うむ、エロ本ネタは素晴らしかったな。あの一個だけで、とたんにすんごく親しみの湧く主人公になりましたよ。同じく、再会のシーンが結構重めな展開だっただけに、こちらも重苦しい雰囲気だったフィフニスも皇都に戻ってきたあたりから緊張が解けて素に戻ったからか、乙女的な思い込みの激しい妄想少女であることが発覚してしまい……ああわりと残念な娘だ(苦笑
しかしこのクロム、かなり悪辣というか口が立ち機先を制して現場の応急判断から外交交渉にはじまるグランドデザインに至るまで、状況の主導権を握り続けて自分で描いた図に世界を引きずり込むタイプの軍師にも見えるんだけれど、同時に双剣使いとしても際立った腕前を持ち、さらに器用貧乏的ではあるものの、あらゆる方面に手腕を見せる、とかなりの万能選手なんですが、結構性格が悪いというかイイ性格をしているのであんまり嫌味な感じはしないんですよね。これで性格までスマートで欠点なかったり、理想家や正義感たっぷりだと鼻につくものなんですが。

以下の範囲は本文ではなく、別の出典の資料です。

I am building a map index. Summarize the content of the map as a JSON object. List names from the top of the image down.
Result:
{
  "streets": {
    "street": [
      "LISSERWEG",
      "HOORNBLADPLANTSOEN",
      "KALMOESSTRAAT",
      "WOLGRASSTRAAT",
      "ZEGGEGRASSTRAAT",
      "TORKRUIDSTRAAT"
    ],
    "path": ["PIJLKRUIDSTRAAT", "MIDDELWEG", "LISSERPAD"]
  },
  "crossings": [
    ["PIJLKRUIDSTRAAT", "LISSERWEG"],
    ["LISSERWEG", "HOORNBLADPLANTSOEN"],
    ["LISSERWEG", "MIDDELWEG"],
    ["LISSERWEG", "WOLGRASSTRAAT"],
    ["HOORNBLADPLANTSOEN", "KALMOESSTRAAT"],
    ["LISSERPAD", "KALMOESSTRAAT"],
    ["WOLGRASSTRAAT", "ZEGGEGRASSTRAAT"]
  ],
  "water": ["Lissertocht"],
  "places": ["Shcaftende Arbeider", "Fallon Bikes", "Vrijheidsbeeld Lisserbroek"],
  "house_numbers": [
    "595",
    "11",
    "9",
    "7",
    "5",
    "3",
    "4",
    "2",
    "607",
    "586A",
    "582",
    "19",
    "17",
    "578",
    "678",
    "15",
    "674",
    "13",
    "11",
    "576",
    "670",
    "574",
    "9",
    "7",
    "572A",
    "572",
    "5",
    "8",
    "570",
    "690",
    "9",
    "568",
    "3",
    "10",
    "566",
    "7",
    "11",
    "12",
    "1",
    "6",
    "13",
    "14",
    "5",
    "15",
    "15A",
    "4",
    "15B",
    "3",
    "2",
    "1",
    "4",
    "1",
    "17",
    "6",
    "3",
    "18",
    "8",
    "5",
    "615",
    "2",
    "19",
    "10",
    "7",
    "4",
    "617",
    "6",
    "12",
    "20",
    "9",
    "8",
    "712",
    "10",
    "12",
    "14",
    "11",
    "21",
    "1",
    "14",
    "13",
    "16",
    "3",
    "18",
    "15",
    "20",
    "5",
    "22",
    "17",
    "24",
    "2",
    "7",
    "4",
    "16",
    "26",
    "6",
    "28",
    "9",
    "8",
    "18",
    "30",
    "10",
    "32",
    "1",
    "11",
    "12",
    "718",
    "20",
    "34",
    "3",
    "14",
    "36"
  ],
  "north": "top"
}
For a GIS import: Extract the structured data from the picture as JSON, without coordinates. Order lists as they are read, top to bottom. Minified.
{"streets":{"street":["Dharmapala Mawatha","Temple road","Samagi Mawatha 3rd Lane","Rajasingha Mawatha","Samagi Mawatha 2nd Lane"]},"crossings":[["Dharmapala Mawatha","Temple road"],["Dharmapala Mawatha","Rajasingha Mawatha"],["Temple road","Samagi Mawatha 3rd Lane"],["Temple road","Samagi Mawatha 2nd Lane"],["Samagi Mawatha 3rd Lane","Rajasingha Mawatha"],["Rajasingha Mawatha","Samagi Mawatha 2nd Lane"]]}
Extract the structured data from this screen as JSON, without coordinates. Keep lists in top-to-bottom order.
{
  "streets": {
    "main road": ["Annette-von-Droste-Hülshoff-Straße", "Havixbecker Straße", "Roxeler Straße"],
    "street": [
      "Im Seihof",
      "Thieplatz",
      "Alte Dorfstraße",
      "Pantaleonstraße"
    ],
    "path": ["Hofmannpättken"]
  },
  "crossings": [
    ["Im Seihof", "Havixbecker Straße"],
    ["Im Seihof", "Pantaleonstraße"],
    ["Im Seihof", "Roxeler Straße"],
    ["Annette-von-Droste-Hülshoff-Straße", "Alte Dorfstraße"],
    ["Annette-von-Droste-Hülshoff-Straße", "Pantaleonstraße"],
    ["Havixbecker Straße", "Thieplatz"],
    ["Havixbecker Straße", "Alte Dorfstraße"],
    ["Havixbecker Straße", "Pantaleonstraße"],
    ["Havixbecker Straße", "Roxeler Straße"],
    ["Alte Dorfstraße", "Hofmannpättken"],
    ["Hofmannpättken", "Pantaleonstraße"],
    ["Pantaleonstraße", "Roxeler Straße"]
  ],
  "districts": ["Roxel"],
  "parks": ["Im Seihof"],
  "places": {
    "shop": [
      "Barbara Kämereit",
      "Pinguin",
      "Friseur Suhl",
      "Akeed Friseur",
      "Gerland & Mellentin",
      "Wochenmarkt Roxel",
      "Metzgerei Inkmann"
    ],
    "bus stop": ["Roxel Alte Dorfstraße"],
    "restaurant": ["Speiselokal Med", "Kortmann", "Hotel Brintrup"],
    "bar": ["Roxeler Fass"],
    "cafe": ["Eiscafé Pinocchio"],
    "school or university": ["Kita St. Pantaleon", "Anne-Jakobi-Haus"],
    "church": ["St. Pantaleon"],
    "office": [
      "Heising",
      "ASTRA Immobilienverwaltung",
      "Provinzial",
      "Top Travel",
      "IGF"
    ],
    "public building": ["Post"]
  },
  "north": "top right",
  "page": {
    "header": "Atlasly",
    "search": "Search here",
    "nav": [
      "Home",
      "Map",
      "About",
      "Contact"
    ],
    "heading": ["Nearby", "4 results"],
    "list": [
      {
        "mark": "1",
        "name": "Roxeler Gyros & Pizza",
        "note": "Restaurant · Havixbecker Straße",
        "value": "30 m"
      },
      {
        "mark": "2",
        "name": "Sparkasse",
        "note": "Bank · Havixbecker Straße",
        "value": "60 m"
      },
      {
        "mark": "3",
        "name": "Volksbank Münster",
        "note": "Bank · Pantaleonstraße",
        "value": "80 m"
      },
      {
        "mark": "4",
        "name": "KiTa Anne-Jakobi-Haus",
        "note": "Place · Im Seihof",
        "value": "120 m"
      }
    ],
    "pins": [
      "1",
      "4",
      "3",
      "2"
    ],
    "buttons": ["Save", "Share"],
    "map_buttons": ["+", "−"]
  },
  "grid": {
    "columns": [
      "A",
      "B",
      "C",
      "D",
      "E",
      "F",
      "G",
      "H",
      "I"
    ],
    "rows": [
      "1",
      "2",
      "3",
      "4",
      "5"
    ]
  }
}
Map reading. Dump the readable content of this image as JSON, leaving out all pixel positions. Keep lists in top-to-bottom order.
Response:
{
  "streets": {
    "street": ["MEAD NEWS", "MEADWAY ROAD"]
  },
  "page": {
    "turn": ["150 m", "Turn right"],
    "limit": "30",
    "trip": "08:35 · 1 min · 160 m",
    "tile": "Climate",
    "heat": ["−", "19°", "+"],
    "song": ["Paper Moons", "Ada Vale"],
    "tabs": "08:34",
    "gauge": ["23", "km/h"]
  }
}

やっぱり、軍師は腹黒でないとねえ。

ストーリー自体はオーソドックスな戦記モノ、と見せかけつつ、クロムの義妹であるリュリュの存在が微妙に違う色を見せてるんですよね。どうやら、人間の戦争の物語にとどまらない、神代と人の世の交錯が介在してきそうな予感。クロムたちの主人となるお姫様の勢力基盤がほぼ無いに等しく、現皇王と皇太子が能力的にも性格的にも存在的にもかなりヤバ目である、というのもなかなか面白い舞台設定なんじゃないでしょうか。平気であの国王に口出しして国政の現場にしゃしゃり出てくるクロムの図太さというか豪腕は、さり気なく凄いと思いました。逆に言うと、あそこでクロムにやらせる国王と皇太子も怖いなあと思うのですけれど。